The entries below must be retyped exactly. Pictures are to be omitted.

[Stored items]

'''

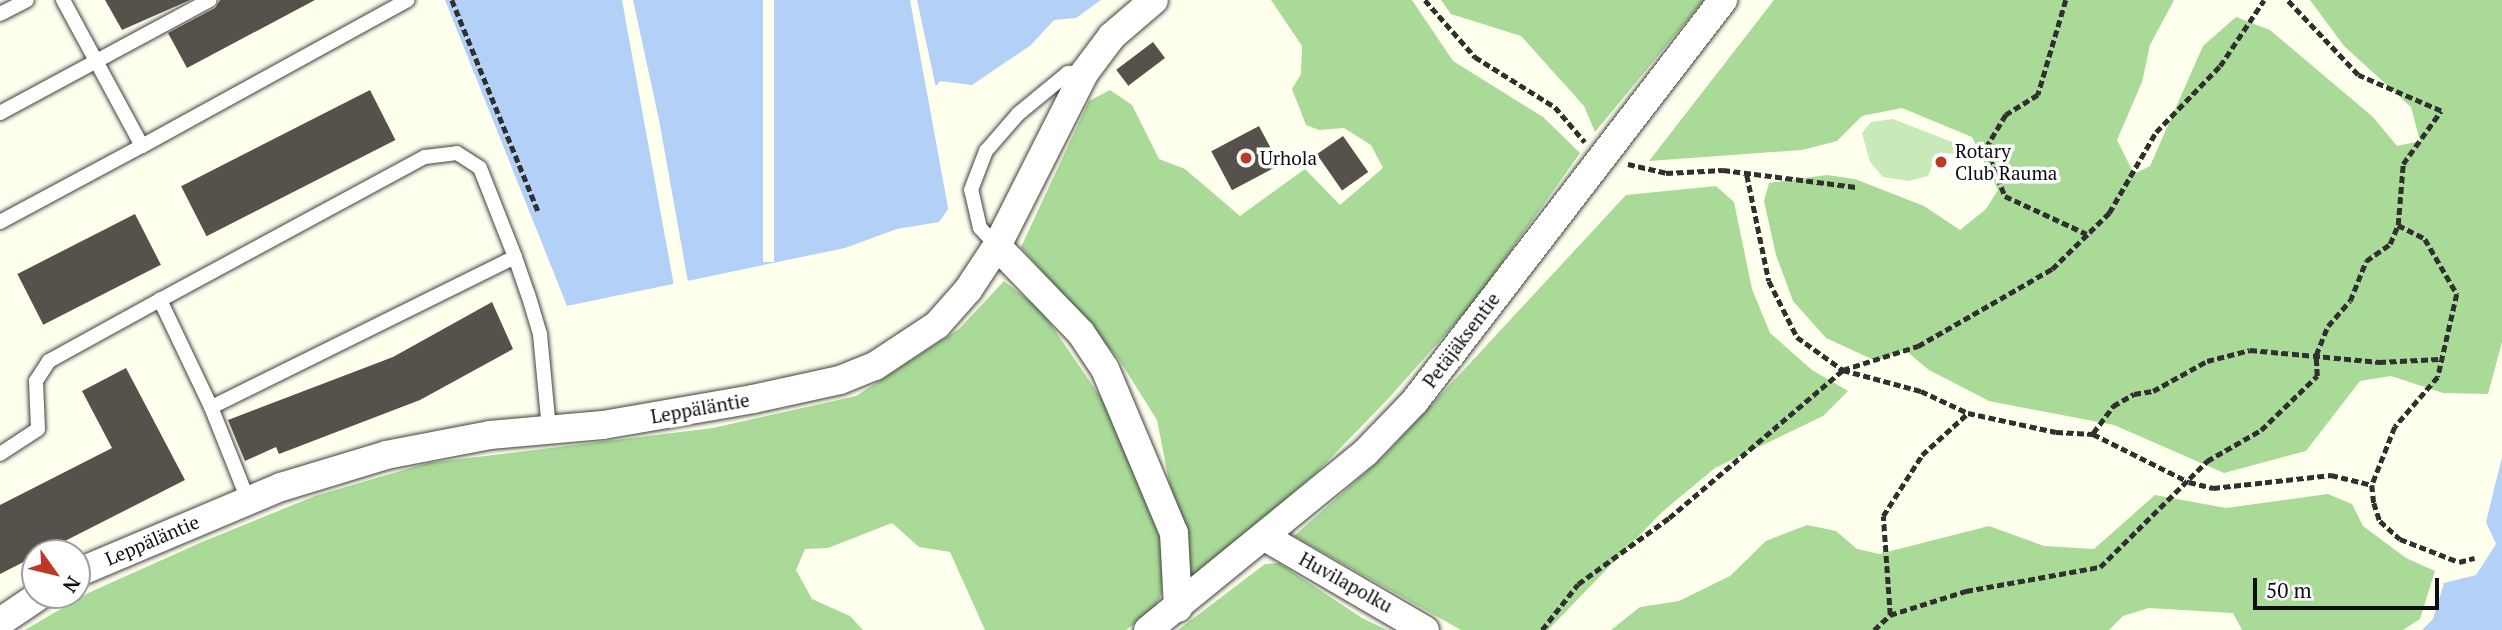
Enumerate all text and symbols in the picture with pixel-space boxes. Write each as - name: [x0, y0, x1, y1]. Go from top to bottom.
- place label: Rotary Club Rauma: [1955, 140, 2057, 184]
- place label: Urhola: [1260, 147, 1317, 169]
- marker: Urhola: [1238, 150, 1254, 166]
- marker: Rotary Club Rauma: [1933, 154, 1949, 170]
- street label: Petäjäksentie: [1418, 288, 1504, 392]
- street label: Leppäläntie: [649, 388, 751, 428]
- street label: Leppäläntie: [102, 510, 202, 570]
- north arrow: [21, 539, 91, 609]
- street label: Huvilapolku: [1295, 547, 1397, 617]
- scale bar: [2257, 564, 2442, 608]
- text: N: [58, 572, 87, 598]
- text: 50 m: [2266, 576, 2312, 604]

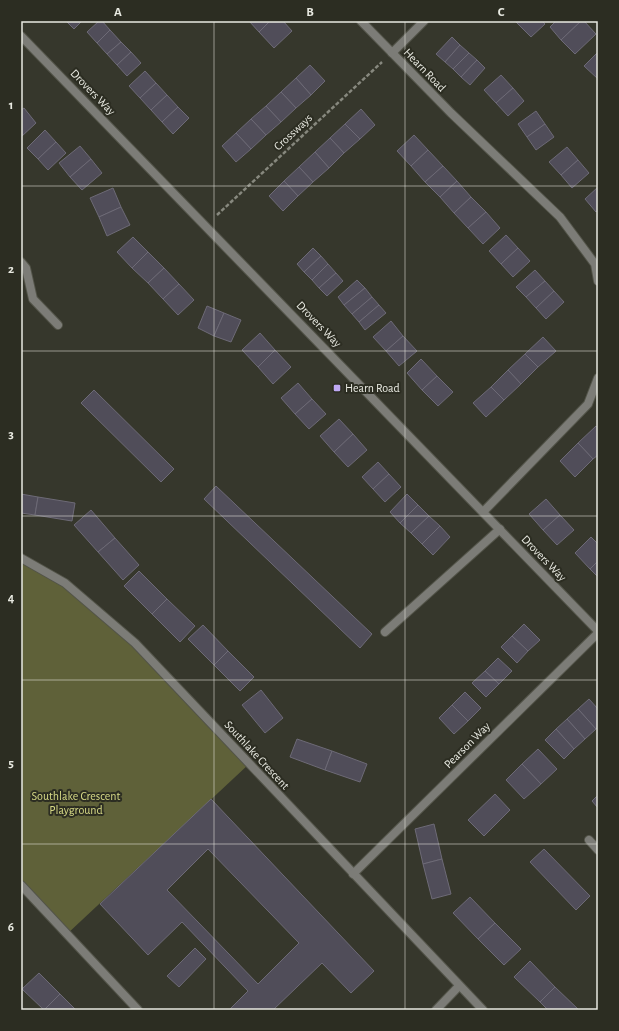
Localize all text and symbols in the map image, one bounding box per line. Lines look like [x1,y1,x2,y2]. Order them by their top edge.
text: A [114,6,122,19]
text: B [306,6,314,19]
text: C [498,6,505,19]
street label: Hearn Road [402,46,448,94]
street label: Drovers Way [68,67,118,118]
text: 1 [9,99,13,112]
street label: Crossways [272,111,315,153]
text: 2 [8,263,14,276]
street label: Drovers Way [294,299,344,350]
place label: Hearn Road [345,382,400,394]
marker: Hearn Road [332,383,342,393]
text: 3 [8,428,14,441]
street label: Drovers Way [519,533,569,584]
text: 4 [8,592,15,605]
street label: Southlake Crescent [222,718,292,792]
street label: Pearson Way [442,720,493,771]
text: 5 [8,757,14,770]
park label: Southlake Crescent Playground [32,790,121,817]
text: 6 [8,921,14,934]

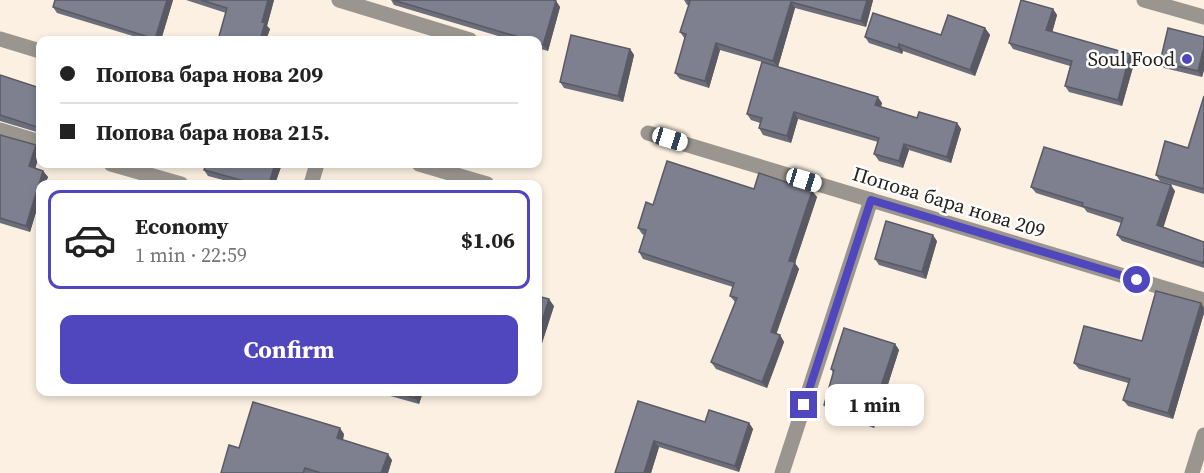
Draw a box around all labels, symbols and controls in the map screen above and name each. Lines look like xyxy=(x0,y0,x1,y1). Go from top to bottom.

'''

Solved exercise:
Enumerate all text and symbols in the picture with pixel-space boxes. Write each as - name: [x0, y0, x1, y1]. Go from top to bottom.
- place label: Rotary Club Rauma: [1955, 140, 2057, 184]
- place label: Urhola: [1260, 147, 1317, 169]
- marker: Urhola: [1238, 150, 1254, 166]
- marker: Rotary Club Rauma: [1933, 154, 1949, 170]
- street label: Petäjäksentie: [1418, 288, 1504, 392]
- street label: Leppäläntie: [649, 388, 751, 428]
- street label: Leppäläntie: [102, 510, 202, 570]
- north arrow: [21, 539, 91, 609]
- street label: Huvilapolku: [1295, 547, 1397, 617]
- scale bar: [2257, 564, 2442, 608]
- text: N: [58, 572, 87, 598]
- text: 50 m: [2266, 576, 2312, 604]

Localize all text and symbols in the map image, one bounding box per line. Lines look like [x1,y1,x2,y2]. Order them by their top edge.
text: A [114,6,122,19]
text: B [306,6,314,19]
text: C [498,6,505,19]
street label: Hearn Road [402,46,448,94]
street label: Drovers Way [68,67,118,118]
text: 1 [9,99,13,112]
street label: Crossways [272,111,315,153]
text: 2 [8,263,14,276]
street label: Drovers Way [294,299,344,350]
place label: Hearn Road [345,382,400,394]
marker: Hearn Road [332,383,342,393]
text: 3 [8,428,14,441]
street label: Drovers Way [519,533,569,584]
text: 4 [8,592,15,605]
street label: Southlake Crescent [222,718,292,792]
street label: Pearson Way [442,720,493,771]
text: 5 [8,757,14,770]
park label: Southlake Crescent Playground [32,790,121,817]
text: 6 [8,921,14,934]

Draw a box around all labels, symbols and controls in the map screen above and name each. Lines look like xyxy=(x0,y0,x1,y1). Go from top to bottom.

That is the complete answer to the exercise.